Special report: Marketing in Western Canada: SaskTel gets head start on fighting competition

Real Savings plan lets customers save on long distance in two waysSaskTel, another telephone company threatened with the loss of its provincial monopoly, is hoping a new advertising campaign will encourage loyalty among its customers when it goes up against future...

Real Savings plan lets customers save on long distance in two ways

SaskTel, another telephone company threatened with the loss of its provincial monopoly, is hoping a new advertising campaign will encourage loyalty among its customers when it goes up against future competitors.

The provincial telephone company suspects that a two- to three-year moratorium on long-distance telephone service competition in Saskatchewan may be rescinded some time in the next 10 months and it wants to discourage its customers from even contemplating switching suppliers.

So SaskTel has gone ahead with an aggressive marketing campaign to fend off competition that does not yet exist, and part of that campaign is to use real people to promote what it calls its ‘Real Savings’ plan.

The SaskTel Real Savings plan, started last spring, lets customers save on monthly long-distance bills, and accumulate points that can be applied later to further reduce their bills.

‘When we initiated this campaign, we thought there could be competition as early as January 1, 1995,’ says John Haiggs, advertising manager at SaskTel.

‘The whole thing is a bit of a question mark, but we wanted to get this plan out to our customers as quickly as possible,’ Haiggs says.

The loyalty plan includes a 15% savings on all calls to all locations, and 20% off calls to the three numbers on which the most money is spent.

Customers earn 100 points for every dollar spent on long-distance calls, which they can have credited to a future bill.

Time-of-day savings will also be in effect.

Members can sign up for the Real Savings program by returning a postage-paid reply card or by calling a 1-800 number.

The plan was promoted throughout last year, starting in May, with an extensive tv, radio, print and outdoor campaign created by the Brown Communications Group of Regina.

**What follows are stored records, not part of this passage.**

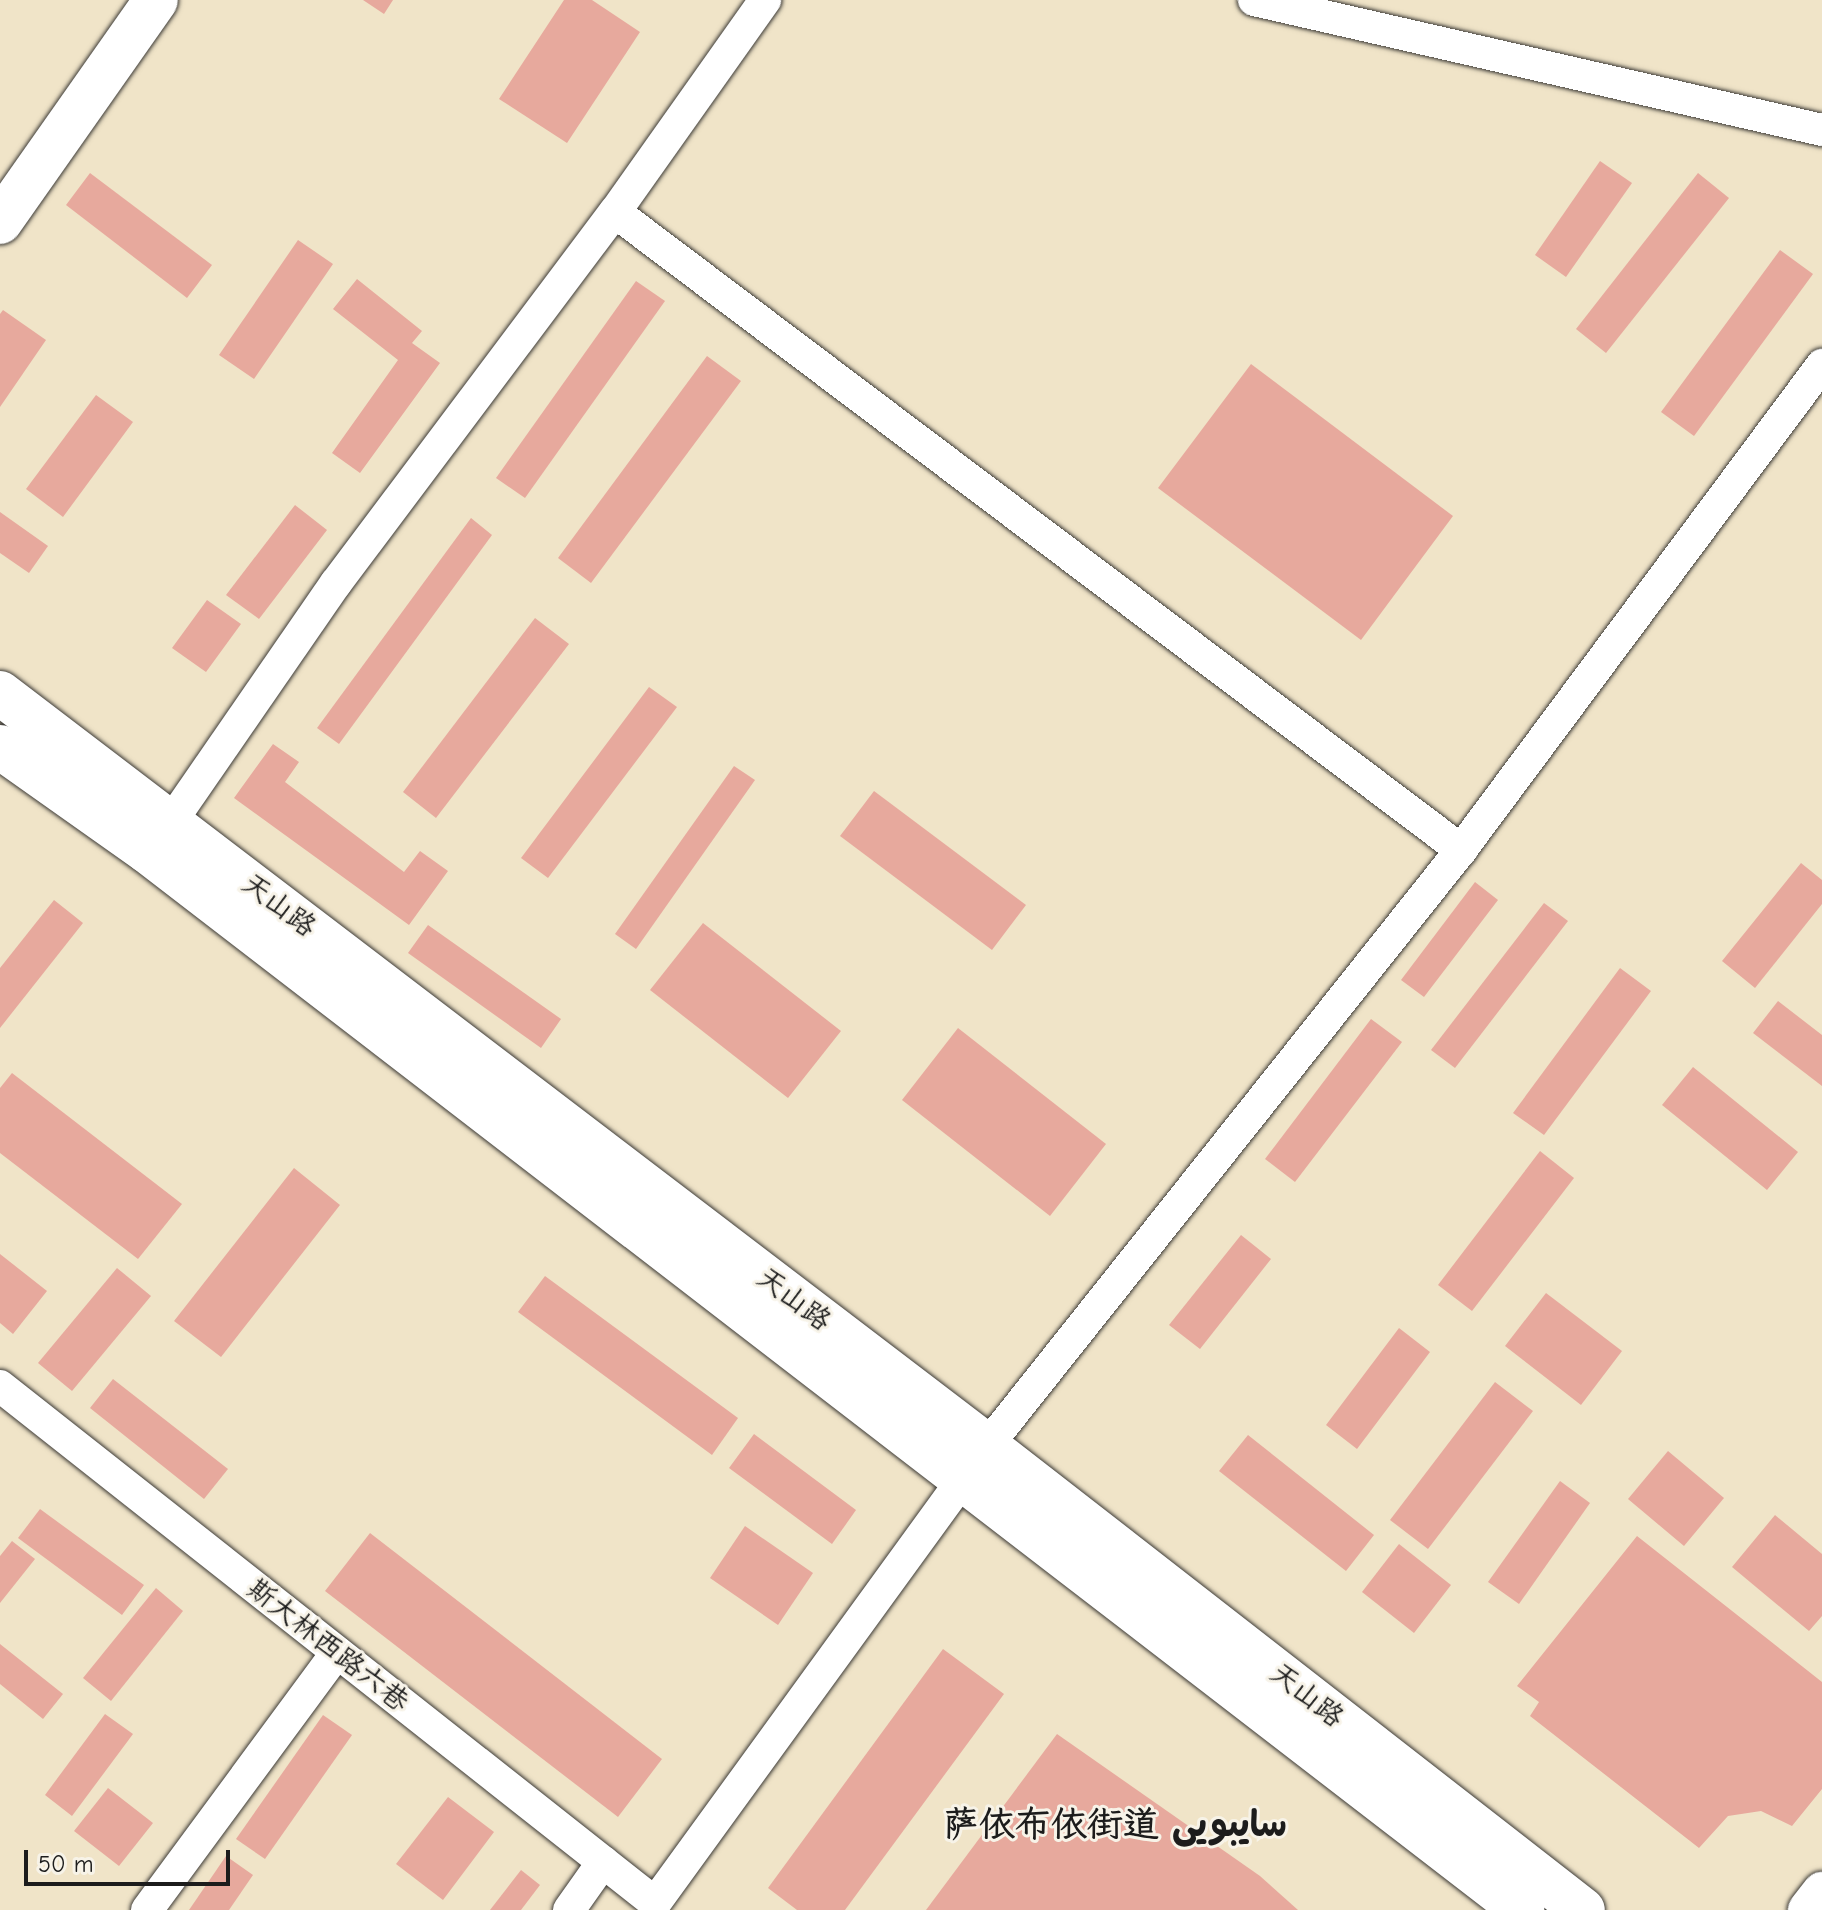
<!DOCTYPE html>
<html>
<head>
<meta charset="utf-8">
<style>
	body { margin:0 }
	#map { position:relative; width:1822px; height:1910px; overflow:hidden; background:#f0e4c8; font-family:"Comic Neue","Playpen Sans Arabic","LXGW WenKai TC",sans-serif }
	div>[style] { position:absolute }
	.building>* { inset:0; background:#e7a99d }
	.roads { filter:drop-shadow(0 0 2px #3c3a36) drop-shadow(0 0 2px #3c3a36) }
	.minor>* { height:32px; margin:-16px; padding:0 16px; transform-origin:16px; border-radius:16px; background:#fff }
	.tertiary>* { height:40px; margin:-20px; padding:0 20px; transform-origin:20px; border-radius:20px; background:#fff }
	.secondary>* { height:44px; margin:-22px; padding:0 22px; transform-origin:22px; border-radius:22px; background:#fff }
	span { translate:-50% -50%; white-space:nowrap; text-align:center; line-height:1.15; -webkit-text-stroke:6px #f7f3e8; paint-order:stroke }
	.street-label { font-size:28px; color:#1c1c1c }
	.district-label { font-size:36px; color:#1c1c1c; font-weight:700 }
	.scale { position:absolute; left:24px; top:1850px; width:206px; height:36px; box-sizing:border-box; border:4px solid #1c1c1c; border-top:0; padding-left:10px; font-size:24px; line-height:28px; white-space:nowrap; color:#1c1c1c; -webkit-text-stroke:6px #f7f3e8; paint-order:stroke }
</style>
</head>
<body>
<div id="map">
	<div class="building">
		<i style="clip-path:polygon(363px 0,393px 0,384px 14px)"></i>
		<i style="clip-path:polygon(564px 0,592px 0,640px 32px,567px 143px,499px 99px)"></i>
		<i style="clip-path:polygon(1600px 161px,1632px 183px,1566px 277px,1535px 255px)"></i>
		<i style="clip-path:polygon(90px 173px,212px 265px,187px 298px,66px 205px)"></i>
		<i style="clip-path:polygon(1698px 173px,1729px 198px,1606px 353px,1576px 329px)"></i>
		<i style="clip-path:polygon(298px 240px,333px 264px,254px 379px,219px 355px)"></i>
		<i style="clip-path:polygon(1780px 250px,1813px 274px,1694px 436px,1661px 412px)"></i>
		<i style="clip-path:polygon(357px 279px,422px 331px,412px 343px,440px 363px,360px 473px,332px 453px,398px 360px,333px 309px)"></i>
		<i style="clip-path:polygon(636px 281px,665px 301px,525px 498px,496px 478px)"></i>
		<i style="clip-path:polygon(3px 310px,46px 340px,0 407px,0 314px)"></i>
		<i style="clip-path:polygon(707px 356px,741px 381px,591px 583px,558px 558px)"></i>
		<i style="clip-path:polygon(1251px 364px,1453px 516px,1361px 640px,1158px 488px)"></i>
		<i style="clip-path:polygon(96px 395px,133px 422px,63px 517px,26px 489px)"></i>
		<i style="clip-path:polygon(295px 505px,327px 530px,259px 619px,226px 595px)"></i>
		<i style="clip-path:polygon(0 512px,48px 546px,29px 573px,0 553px)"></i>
		<i style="clip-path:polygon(471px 518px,492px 535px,339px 744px,317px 728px)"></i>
		<i style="clip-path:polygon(207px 600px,241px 624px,206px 672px,172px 648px)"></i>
		<i style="clip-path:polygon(535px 618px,569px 644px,436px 818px,403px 792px)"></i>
		<i style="clip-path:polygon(649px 687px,677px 707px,548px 878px,521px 858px)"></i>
		<i style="clip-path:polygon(273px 744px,299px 762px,285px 782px,404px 872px,420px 851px,448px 871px,409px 925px,234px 798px)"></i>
		<i style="clip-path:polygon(734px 766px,755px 780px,636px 949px,615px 934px)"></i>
		<i style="clip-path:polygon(874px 791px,1026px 905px,992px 950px,840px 836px)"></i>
		<i style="clip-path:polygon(1801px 863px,1822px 880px,1822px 904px,1755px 988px,1722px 961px)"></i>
		<i style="clip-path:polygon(1475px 882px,1498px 900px,1424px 997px,1401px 980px)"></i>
		<i style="clip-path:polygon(54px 900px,83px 923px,0 1028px,0 968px)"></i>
		<i style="clip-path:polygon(1544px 903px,1568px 921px,1455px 1068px,1431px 1050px)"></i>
		<i style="clip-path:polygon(703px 923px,841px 1031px,788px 1098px,650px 990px)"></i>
		<i style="clip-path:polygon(428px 925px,561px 1019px,541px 1048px,408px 953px)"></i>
		<i style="clip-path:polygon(1620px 968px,1651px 991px,1544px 1135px,1513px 1113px)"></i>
		<i style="clip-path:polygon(1778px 1001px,1822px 1035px,1822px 1086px,1753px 1033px)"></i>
		<i style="clip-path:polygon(1371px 1019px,1402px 1042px,1295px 1182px,1265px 1159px)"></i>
		<i style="clip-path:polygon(958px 1028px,1106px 1144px,1050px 1216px,902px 1100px)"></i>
		<i style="clip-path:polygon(1693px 1067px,1798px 1152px,1767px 1190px,1662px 1105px)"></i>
		<i style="clip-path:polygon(12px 1073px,182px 1204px,138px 1259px,0 1153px,0 1088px)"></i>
		<i style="clip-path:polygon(1540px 1151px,1574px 1178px,1472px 1311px,1438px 1285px)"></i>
		<i style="clip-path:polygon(294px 1168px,340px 1205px,221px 1357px,174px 1321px)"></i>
		<i style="clip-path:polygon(1241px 1235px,1271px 1259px,1200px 1349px,1169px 1325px)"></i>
		<i style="clip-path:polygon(0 1254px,47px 1291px,13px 1334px,0 1323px)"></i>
		<i style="clip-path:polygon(117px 1268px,151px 1296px,72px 1391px,38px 1363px)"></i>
		<i style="clip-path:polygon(545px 1276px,738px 1418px,712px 1455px,518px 1312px)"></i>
		<i style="clip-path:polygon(1546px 1293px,1622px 1351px,1581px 1405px,1505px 1346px)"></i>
		<i style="clip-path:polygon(1399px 1328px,1430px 1352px,1357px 1449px,1326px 1425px)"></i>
		<i style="clip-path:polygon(113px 1379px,228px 1469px,204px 1499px,90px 1408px)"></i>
		<i style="clip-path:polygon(1495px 1382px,1533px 1411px,1428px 1549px,1390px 1520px)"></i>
		<i style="clip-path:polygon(754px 1434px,856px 1510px,832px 1544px,729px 1468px)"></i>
		<i style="clip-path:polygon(1248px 1435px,1374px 1535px,1346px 1571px,1219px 1471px)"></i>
		<i style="clip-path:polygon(1668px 1451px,1724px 1498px,1684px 1546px,1628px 1499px)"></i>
		<i style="clip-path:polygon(1560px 1481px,1590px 1503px,1519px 1604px,1488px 1582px)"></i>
		<i style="clip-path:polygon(40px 1509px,144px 1585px,122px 1615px,18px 1538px)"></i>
		<i style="clip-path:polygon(1775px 1515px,1822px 1554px,1822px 1616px,1809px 1631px,1732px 1567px)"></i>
		<i style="clip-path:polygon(745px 1526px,813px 1573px,778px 1625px,710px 1578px)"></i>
		<i style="clip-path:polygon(370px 1533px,662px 1759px,618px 1817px,325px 1591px)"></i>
		<i style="clip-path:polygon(1637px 1536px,1822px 1682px,1822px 1789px,1792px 1826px,1761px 1811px,1728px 1816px,1699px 1848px,1530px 1716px,1539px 1702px,1517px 1686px)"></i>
		<i style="clip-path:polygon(12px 1541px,35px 1559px,0 1603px,0 1556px)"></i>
		<i style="clip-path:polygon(1399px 1544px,1451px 1585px,1414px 1633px,1362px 1592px)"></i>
		<i style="clip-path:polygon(156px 1588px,183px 1611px,111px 1701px,83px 1678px)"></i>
		<i style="clip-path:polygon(0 1644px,63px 1694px,43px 1719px,0 1684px)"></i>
		<i style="clip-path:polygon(943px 1649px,1004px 1694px,845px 1910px,797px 1910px,768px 1888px)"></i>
		<i style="clip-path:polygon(105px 1714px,133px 1734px,72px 1816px,45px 1795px)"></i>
		<i style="clip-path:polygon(323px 1715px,352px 1735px,265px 1859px,236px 1839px)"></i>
		<i style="clip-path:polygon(1057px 1734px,1260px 1876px,1298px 1910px,926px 1910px)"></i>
		<i style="clip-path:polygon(108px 1788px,153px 1823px,119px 1866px,74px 1831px)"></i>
		<i style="clip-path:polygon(448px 1797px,494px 1832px,443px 1900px,396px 1864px)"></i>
		<i style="clip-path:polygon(226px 1856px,253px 1875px,229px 1910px,189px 1910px)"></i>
		<i style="clip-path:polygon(521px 1870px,540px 1885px,521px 1910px,490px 1910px)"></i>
	</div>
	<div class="roads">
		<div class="minor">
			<i style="left:1254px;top:0;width:583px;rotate:12.89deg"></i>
			<i style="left:615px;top:212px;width:1060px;rotate:37.02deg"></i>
			<i style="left:171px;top:822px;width:290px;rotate:-55.4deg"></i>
			<i style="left:336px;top:583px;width:464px;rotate:-53.1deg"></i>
			<i style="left:615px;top:212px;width:260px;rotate:-54.7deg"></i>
			<i style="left:0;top:1386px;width:834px;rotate:38.28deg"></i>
			<i style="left:655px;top:1903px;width:565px;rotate:-54deg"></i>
			<i style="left:987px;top:1446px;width:762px;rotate:-51.5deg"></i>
			<i style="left:1461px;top:850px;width:605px;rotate:-53.34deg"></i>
			<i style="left:147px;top:1910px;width:320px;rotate:-53.6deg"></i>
			<i style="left:569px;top:1910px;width:59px;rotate:-54.7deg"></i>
		</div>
		<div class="tertiary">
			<i style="left:1808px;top:1910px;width:23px;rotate:-52deg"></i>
		</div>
		<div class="secondary">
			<i style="left:0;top:222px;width:271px;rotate:-54.9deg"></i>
			<i style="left:0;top:693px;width:1241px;rotate:37.34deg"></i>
			<i style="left:987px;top:1446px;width:755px;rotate:37.9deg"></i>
			<i style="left:0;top:747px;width:180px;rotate:35.3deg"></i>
			<i style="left:147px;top:851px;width:1736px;rotate:37.6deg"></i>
		</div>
	</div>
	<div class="street-label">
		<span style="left:279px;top:905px;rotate:37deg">天山路</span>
		<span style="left:794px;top:1299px;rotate:37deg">天山路</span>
		<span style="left:328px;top:1645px;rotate:38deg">斯大林西路六巷</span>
		<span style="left:1307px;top:1695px;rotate:38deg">天山路</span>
	</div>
	<div class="district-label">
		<span style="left:1115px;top:1825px">萨依布依街道 سايبويى</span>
	</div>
	<div class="scale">50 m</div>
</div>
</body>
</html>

Five tv spots were created for the campaign, starting with a preliminary teaser that let customers know something was coming from the telephone company.

The teaser, which ran for 10 days, was a scrolled-text execution that introduced the theme of the campaign, but without divulging the name of the plan.

Four following spots used real Saskatchewan residents to promote the plan from first-hand experience.

The first two profile typical customers and include types such as a young couple, an elderly woman, and a middle-aged man with a thick Hungarian accent.

‘These ads simply said `Here’s the plan and here’s what it can do for you,’ ‘ Haiggs says.

The second two appeared later in the year and featured the same people giving testimonials on the savings they had received on the Real Savings plan.

‘It seemed very natural to use real people, [given] the product name,’ says Ken Christoffel, president of the Brown Communications Group, and the SaskTel account manager.

‘We wanted to make it as realistic and as relevant as possible for the market we were aiming at,’ Christoffel says. ‘We wanted something they could identify with.

‘Quite often, this type of campaign would have been generated by the Stentor Alliance [the consortium of nine Canadian telephone companies,]‘ Haiggs says.

‘Because we were the first to launch, we decided to go with what we felt comfortable with – the look and feel of Saskatchewan people,’ he says.

Christoffel notes that although there is ‘no gloss’ to the ads and the lines may have been delivered a little stiffly, there is an authentic feel to them, which appeals to people in Saskatchewan.

The print ads do use models, but they were chosen for being ‘ordinary-looking.’

One ad shows a dancing older couple, while another shows a casually dressed young woman.

Radio spots promoted SaskTel’s 1-800 Real Savings membership number, and billboards were used to raise the awareness level of the program.

SaskTel also used mailers extensively.

SaskTel divided the market of 390,000 residential customers into three categories of high, moderate and low long-distance users.

Households with higher long-distance bills were given extra attention with follow-up telemarketing calls.

‘That is the group, of course, that it is more important for us to retain,’ Haiggs says.

Although the results cannot be tested until competition is established, SaskTel says the loyalty-promoting Real Savings plan has far exceeded its expectations.

‘We [signed up] approximately 85% of our primary target market on the plan in the first year,’ Haiggs says.

At the time SaskTel rolled out its own campaign, other telephone companies across the country were also developing strategies to promote their own loyalty campaigns.

The SaskTel Real Savings campaign is actually the local version of a greater Stentor Alliance program that was eventually named the Real Plus campaign, and SaskTel was forced to tweak its advertising to include that name.

‘It was really very easy to convert our customers from the Real Savings program to the name Real Plus,’ Haiggs says.

Christoffel agrees: ‘To a great extent, the creative had to be developed without a finalized name. We were confident that the `Real’ was going to be used somehow.’

Although the success of SaskTel’s campaign may not be measurable until its monopoly ends, the telephone company is pleased with its accomplishment and confident its efforts were a good investment.

‘It was a major team effort for SaskTel to put all these things together in a fairly short time period and not only launch, but with some excellence,’ Haiggs says.